Boundary contrast map and contour completeness map. From left to right: (a) Input; (b)SB; (c) Contour completeness map without processing [29]; (d) SC; (e) Ground-truth

2.3 Contour completeness map

Boundary contrast map SB in collaboration with BG works well, whereas in some complex scenes. As is shown in the second example of Fig. 5b, relying solely on the boundary prior might lead to highlight the background regions erroneously. Generally, the salient object has a well-defined closed boundary [30]. As a consequence, the contour completeness cue is introduced to facilitate the salient object detection.

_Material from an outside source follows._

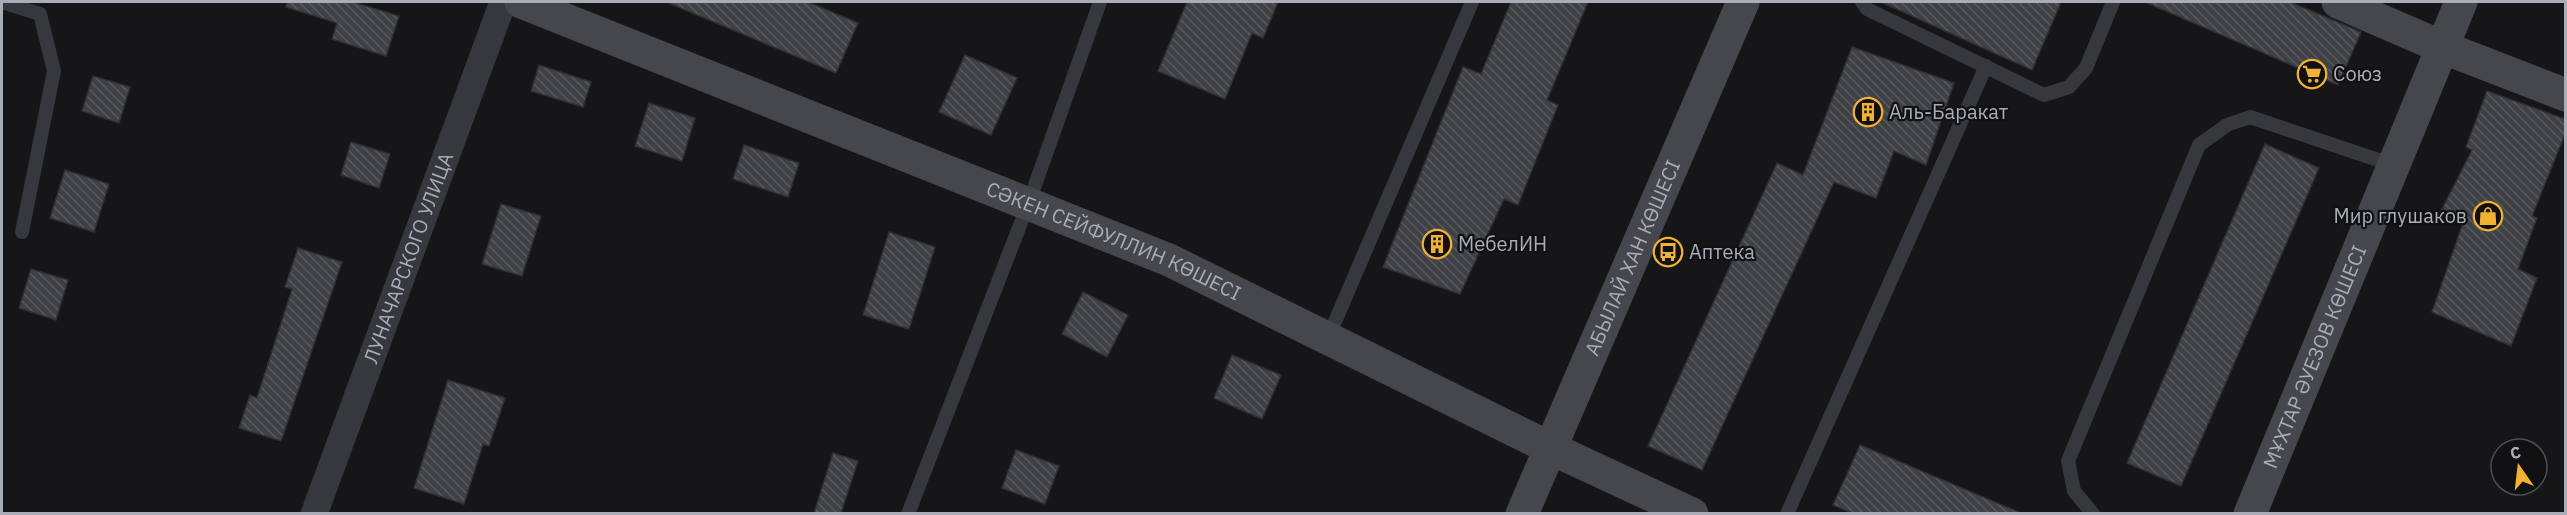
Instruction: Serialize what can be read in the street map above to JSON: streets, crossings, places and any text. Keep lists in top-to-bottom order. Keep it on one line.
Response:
{"streets":{"street":["СӘКЕН СЕЙФУЛЛИН КӨШЕСІ","АБЫЛАЙ ХАН КӨШЕСІ","ЛУНАЧАРСКОГО УЛИЦА","МҰХТАР ӘУЕЗОВ КӨШЕСІ"]},"crossings":[["СӘКЕН СЕЙФУЛЛИН КӨШЕСІ","АБЫЛАЙ ХАН КӨШЕСІ"]],"places":{"supermarket":["Союз"],"building":["Аль-Баракат","МебелИН"],"shop":["Мир глушаков"],"bus stop":["Аптека"]},"north":"top"}
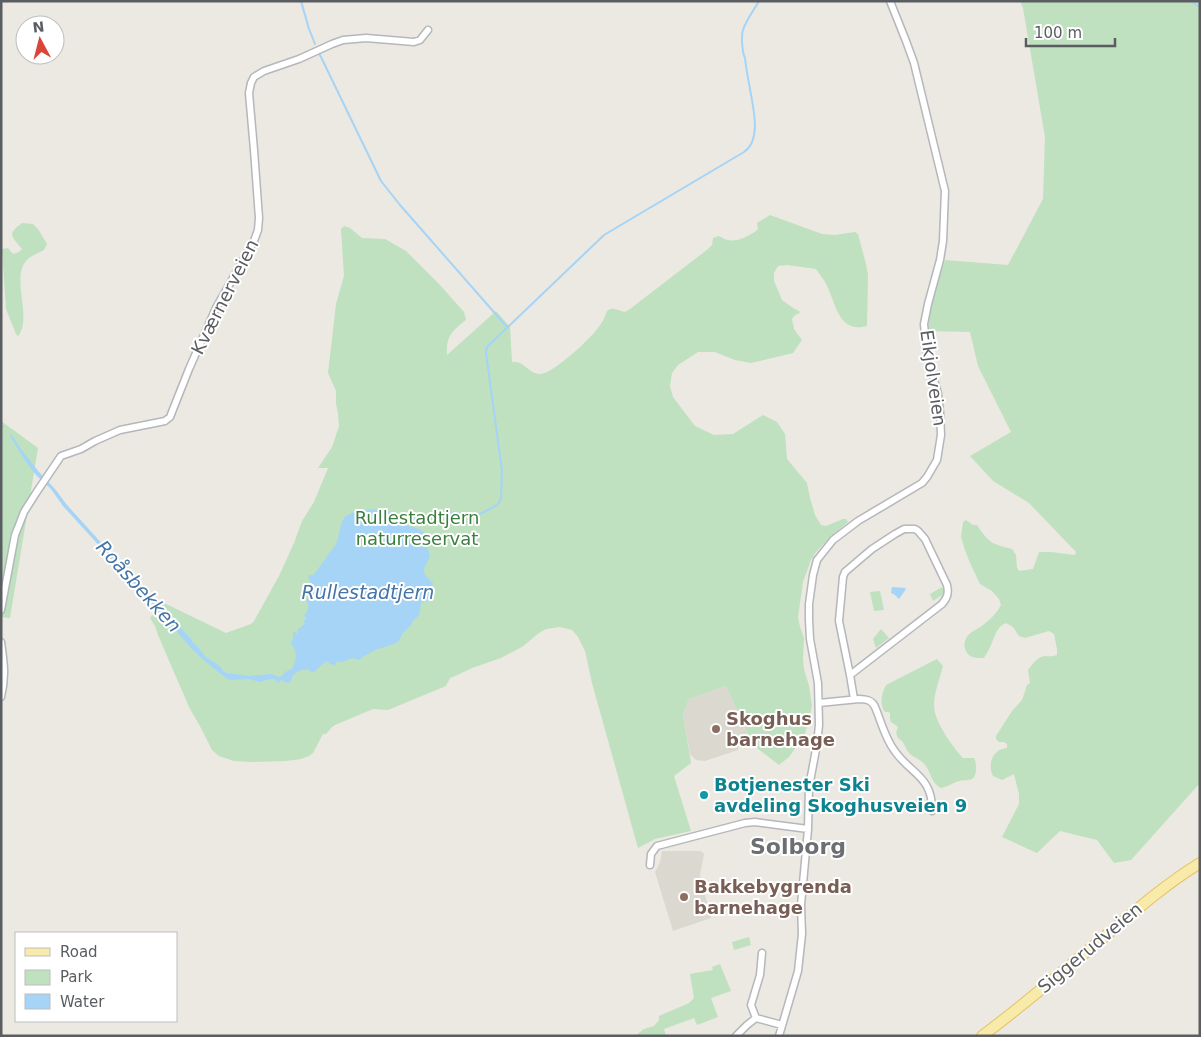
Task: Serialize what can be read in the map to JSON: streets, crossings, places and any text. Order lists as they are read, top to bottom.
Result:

A hierarchical segmentation Pξ can be obtained by setting different ξ ∈ [0,ξN] for the derived hierarchical UCM. In this paper, we compute the expectation of times for which a region is superimposed in the whole hierarchical segmentation space to determine whether a region has a closed outline or not in segmentation Pξ = {Ri}. That is, the more times the holistic homogeneous regions are activated, the more salient they are. An indicator map Q at level ξ is defined:

$$ Q_{\xi}(x)=\left\lbrace \begin{array}{ll} 1 \ \ if x \in R, R \in P_{\xi}^{in} \\ s \ \ if x \in R, R \in P_{\xi}^{out}, \end{array} \right. $$
(9)

where \(P_{\xi }^{in} =\{R_{i}|R_{i}\cap BG=\emptyset \}\) is the set of inner regions, \(P_{\xi }^{out} =P_{\xi } \setminus P_{\xi }^{in}\) is the set of outer regions. Different from [29], we adopt BG instead of BS in \(P_{\xi }^{in}\). The rationale behind this is that it may yield a bad result if we adopt BS in \(P_{\xi }^{in}\) when the salient objects connect to the boundary (see the third row in Fig. 5d).

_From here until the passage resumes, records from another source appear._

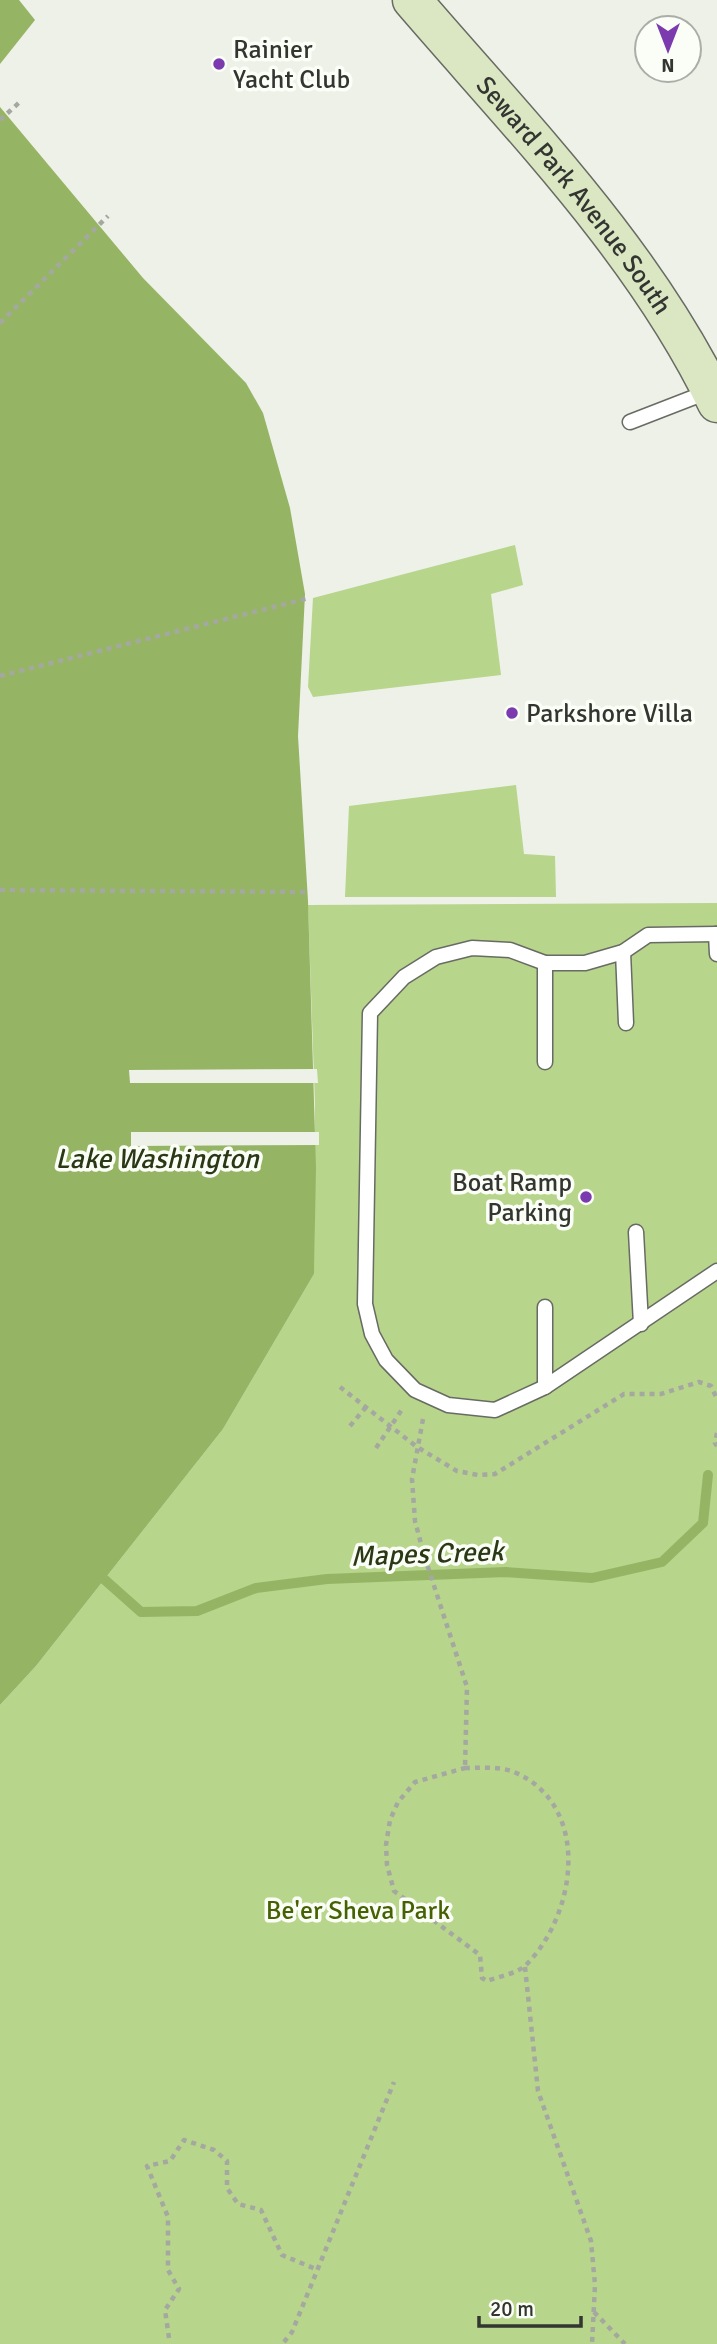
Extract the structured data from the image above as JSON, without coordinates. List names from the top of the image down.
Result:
{
  "streets": {
    "street": ["Seward Park Avenue South"]
  },
  "water": ["Lake Washington", "Mapes Creek"],
  "parks": ["Be'er Sheva Park"],
  "places": ["Rainier Yacht Club", "Parkshore Villa", "Boat Ramp Parking"],
  "scale_bar": "20 m",
  "north": "bottom"
}
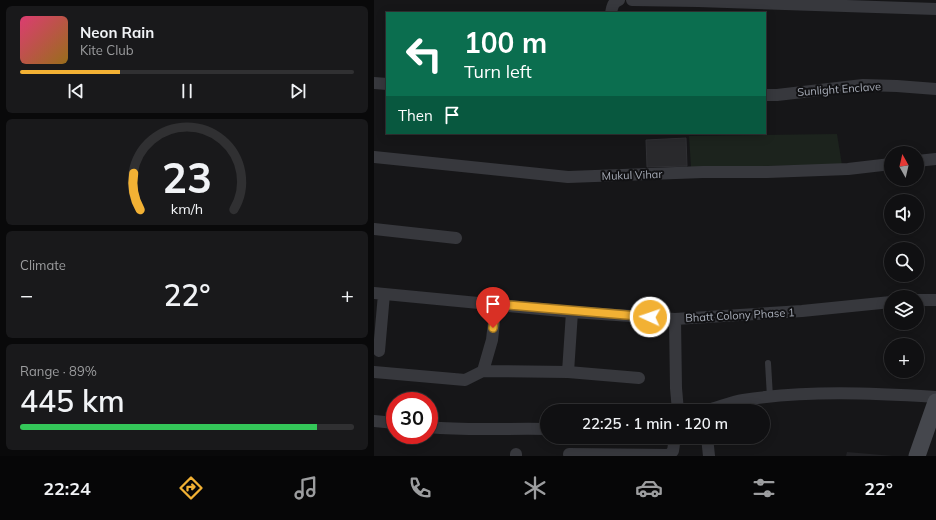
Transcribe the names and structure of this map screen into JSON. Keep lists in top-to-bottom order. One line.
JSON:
{"streets":{"street":["Sunlight Enclave","Mukul Vihar","Bhatt Colony Phase 1"]},"north":"top","page":{"turn":["100 m","Turn left"],"song":["Neon Rain","Kite Club"],"then":"Then","map_buttons":"+","tile":["Climate",["Range · 89%","445 km"]],"heat":["−","22°","+"],"limit":"30","trip":"22:25 · 1 min · 120 m","tabs":["22:24","22°"],"gauge":["23","km/h"]}}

Because the accuracy of the saliency map is sensitive to the number of superpixels, the problem of an optimal threshold selection needs to be solved in thresholding segmentation. However, it is difficult for us to obtain an optimal threshold value by computing directly. To handle the problem, we first introduce saliency weights to assign a different probability to each pixel belonging to be the salient object. Here, we adopt the saliency value of SB as the weights of each pixel, defined as s. By statistically averaging the expectation of the entire hierarchical segmentation space, we obtain the contour completeness saliency map:

$$ S_{C}(x)=\int Q_{\xi}(x)\cdotp p(\xi)d\xi, $$
(10)

where ξ obeys a uniform distribution with the probability density function Pξ. Besides, we compute the saliency map at different resolutions to further deal with the problem that salient objects are likely to appear at different scales, so then they are resized into the standard size and integrated to retrieve the strong map SC, as shown in Fig. 5e. From observations, we note that the proposed method can work well in the cases where salient regions appear at the boundary.

2.4 Integration

The saliency maps measured by boundary contrast and contour completeness are complementary to each other: the former prefers to highlight the object while the latter aims to suppress noise. Thus, effective integration is a wise operation. Although previous works adopt linear combinations to fuse individual saliency maps using weight for simplicity, it is not feasible because such processing will either weaken the suppression of background noise or interfere with foreground detection.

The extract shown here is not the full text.